→ **RECORDS PROVIDED**
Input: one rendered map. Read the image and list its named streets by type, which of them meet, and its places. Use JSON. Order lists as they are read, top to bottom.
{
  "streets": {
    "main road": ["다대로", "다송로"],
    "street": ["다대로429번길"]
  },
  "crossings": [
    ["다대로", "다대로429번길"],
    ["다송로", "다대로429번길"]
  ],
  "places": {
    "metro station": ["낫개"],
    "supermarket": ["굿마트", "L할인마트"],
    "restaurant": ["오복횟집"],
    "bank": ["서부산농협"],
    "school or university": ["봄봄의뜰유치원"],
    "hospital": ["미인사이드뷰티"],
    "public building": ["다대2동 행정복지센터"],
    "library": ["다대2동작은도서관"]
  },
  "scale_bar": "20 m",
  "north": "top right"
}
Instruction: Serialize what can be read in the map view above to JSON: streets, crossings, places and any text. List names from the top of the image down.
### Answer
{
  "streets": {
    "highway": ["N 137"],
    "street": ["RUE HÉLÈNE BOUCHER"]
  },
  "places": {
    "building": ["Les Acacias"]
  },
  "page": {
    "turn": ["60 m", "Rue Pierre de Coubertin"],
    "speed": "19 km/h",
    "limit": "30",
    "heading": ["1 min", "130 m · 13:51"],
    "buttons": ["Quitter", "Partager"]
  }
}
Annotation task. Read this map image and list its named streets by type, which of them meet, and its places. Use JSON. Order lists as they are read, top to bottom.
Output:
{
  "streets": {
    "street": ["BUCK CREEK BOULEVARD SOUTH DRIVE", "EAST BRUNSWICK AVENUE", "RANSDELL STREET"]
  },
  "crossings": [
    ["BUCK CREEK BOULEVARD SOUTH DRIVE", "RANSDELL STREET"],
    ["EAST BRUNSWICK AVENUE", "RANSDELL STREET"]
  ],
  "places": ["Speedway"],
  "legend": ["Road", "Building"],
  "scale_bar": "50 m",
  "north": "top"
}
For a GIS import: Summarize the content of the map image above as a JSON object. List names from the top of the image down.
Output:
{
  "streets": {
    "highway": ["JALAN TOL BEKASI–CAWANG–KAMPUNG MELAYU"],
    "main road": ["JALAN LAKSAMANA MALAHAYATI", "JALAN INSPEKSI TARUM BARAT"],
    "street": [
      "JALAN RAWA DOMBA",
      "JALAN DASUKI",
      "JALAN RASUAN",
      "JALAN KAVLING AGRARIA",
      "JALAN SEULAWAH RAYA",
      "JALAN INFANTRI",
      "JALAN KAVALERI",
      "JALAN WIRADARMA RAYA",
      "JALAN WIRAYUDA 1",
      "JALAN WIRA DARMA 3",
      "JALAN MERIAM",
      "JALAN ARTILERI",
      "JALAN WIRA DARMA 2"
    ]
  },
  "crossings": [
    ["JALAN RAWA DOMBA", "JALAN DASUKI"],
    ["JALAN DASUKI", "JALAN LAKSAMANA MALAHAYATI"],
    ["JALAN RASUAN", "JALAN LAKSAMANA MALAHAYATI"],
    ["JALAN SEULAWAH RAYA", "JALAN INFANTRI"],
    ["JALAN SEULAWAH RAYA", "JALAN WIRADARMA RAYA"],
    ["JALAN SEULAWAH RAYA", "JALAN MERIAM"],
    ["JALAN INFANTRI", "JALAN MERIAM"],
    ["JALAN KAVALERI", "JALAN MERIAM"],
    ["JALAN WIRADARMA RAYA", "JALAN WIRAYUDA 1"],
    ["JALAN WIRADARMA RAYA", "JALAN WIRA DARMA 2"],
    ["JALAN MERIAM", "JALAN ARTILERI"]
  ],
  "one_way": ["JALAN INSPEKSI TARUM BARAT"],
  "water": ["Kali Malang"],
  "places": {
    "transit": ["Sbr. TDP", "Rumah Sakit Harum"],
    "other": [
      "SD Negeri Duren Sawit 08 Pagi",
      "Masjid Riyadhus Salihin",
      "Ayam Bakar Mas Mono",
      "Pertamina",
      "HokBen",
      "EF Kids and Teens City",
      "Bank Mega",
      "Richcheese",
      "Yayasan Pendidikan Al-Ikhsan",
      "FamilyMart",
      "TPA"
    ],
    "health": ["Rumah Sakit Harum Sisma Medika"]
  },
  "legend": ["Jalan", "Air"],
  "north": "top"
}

→ **WHAT THIS TASK INVOLVES**
Would you set down all the lines above, exactly and in full?

→ **TASK RESULT**
Input: one rendered map. Read the image and list its named streets by type, which of them meet, and its places. Use JSON. Order lists as they are read, top to bottom.
{
  "streets": {
    "main road": ["다대로", "다송로"],
    "street": ["다대로429번길"]
  },
  "crossings": [
    ["다대로", "다대로429번길"],
    ["다송로", "다대로429번길"]
  ],
  "places": {
    "metro station": ["낫개"],
    "supermarket": ["굿마트", "L할인마트"],
    "restaurant": ["오복횟집"],
    "bank": ["서부산농협"],
    "school or university": ["봄봄의뜰유치원"],
    "hospital": ["미인사이드뷰티"],
    "public building": ["다대2동 행정복지센터"],
    "library": ["다대2동작은도서관"]
  },
  "scale_bar": "20 m",
  "north": "top right"
}
Instruction: Serialize what can be read in the map view above to JSON: streets, crossings, places and any text. List names from the top of the image down.
### Answer
{
  "streets": {
    "highway": ["N 137"],
    "street": ["RUE HÉLÈNE BOUCHER"]
  },
  "places": {
    "building": ["Les Acacias"]
  },
  "page": {
    "turn": ["60 m", "Rue Pierre de Coubertin"],
    "speed": "19 km/h",
    "limit": "30",
    "heading": ["1 min", "130 m · 13:51"],
    "buttons": ["Quitter", "Partager"]
  }
}
Annotation task. Read this map image and list its named streets by type, which of them meet, and its places. Use JSON. Order lists as they are read, top to bottom.
Output:
{
  "streets": {
    "street": ["BUCK CREEK BOULEVARD SOUTH DRIVE", "EAST BRUNSWICK AVENUE", "RANSDELL STREET"]
  },
  "crossings": [
    ["BUCK CREEK BOULEVARD SOUTH DRIVE", "RANSDELL STREET"],
    ["EAST BRUNSWICK AVENUE", "RANSDELL STREET"]
  ],
  "places": ["Speedway"],
  "legend": ["Road", "Building"],
  "scale_bar": "50 m",
  "north": "top"
}
For a GIS import: Summarize the content of the map image above as a JSON object. List names from the top of the image down.
Output:
{
  "streets": {
    "highway": ["JALAN TOL BEKASI–CAWANG–KAMPUNG MELAYU"],
    "main road": ["JALAN LAKSAMANA MALAHAYATI", "JALAN INSPEKSI TARUM BARAT"],
    "street": [
      "JALAN RAWA DOMBA",
      "JALAN DASUKI",
      "JALAN RASUAN",
      "JALAN KAVLING AGRARIA",
      "JALAN SEULAWAH RAYA",
      "JALAN INFANTRI",
      "JALAN KAVALERI",
      "JALAN WIRADARMA RAYA",
      "JALAN WIRAYUDA 1",
      "JALAN WIRA DARMA 3",
      "JALAN MERIAM",
      "JALAN ARTILERI",
      "JALAN WIRA DARMA 2"
    ]
  },
  "crossings": [
    ["JALAN RAWA DOMBA", "JALAN DASUKI"],
    ["JALAN DASUKI", "JALAN LAKSAMANA MALAHAYATI"],
    ["JALAN RASUAN", "JALAN LAKSAMANA MALAHAYATI"],
    ["JALAN SEULAWAH RAYA", "JALAN INFANTRI"],
    ["JALAN SEULAWAH RAYA", "JALAN WIRADARMA RAYA"],
    ["JALAN SEULAWAH RAYA", "JALAN MERIAM"],
    ["JALAN INFANTRI", "JALAN MERIAM"],
    ["JALAN KAVALERI", "JALAN MERIAM"],
    ["JALAN WIRADARMA RAYA", "JALAN WIRAYUDA 1"],
    ["JALAN WIRADARMA RAYA", "JALAN WIRA DARMA 2"],
    ["JALAN MERIAM", "JALAN ARTILERI"]
  ],
  "one_way": ["JALAN INSPEKSI TARUM BARAT"],
  "water": ["Kali Malang"],
  "places": {
    "transit": ["Sbr. TDP", "Rumah Sakit Harum"],
    "other": [
      "SD Negeri Duren Sawit 08 Pagi",
      "Masjid Riyadhus Salihin",
      "Ayam Bakar Mas Mono",
      "Pertamina",
      "HokBen",
      "EF Kids and Teens City",
      "Bank Mega",
      "Richcheese",
      "Yayasan Pendidikan Al-Ikhsan",
      "FamilyMart",
      "TPA"
    ],
    "health": ["Rumah Sakit Harum Sisma Medika"]
  },
  "legend": ["Jalan", "Air"],
  "north": "top"
}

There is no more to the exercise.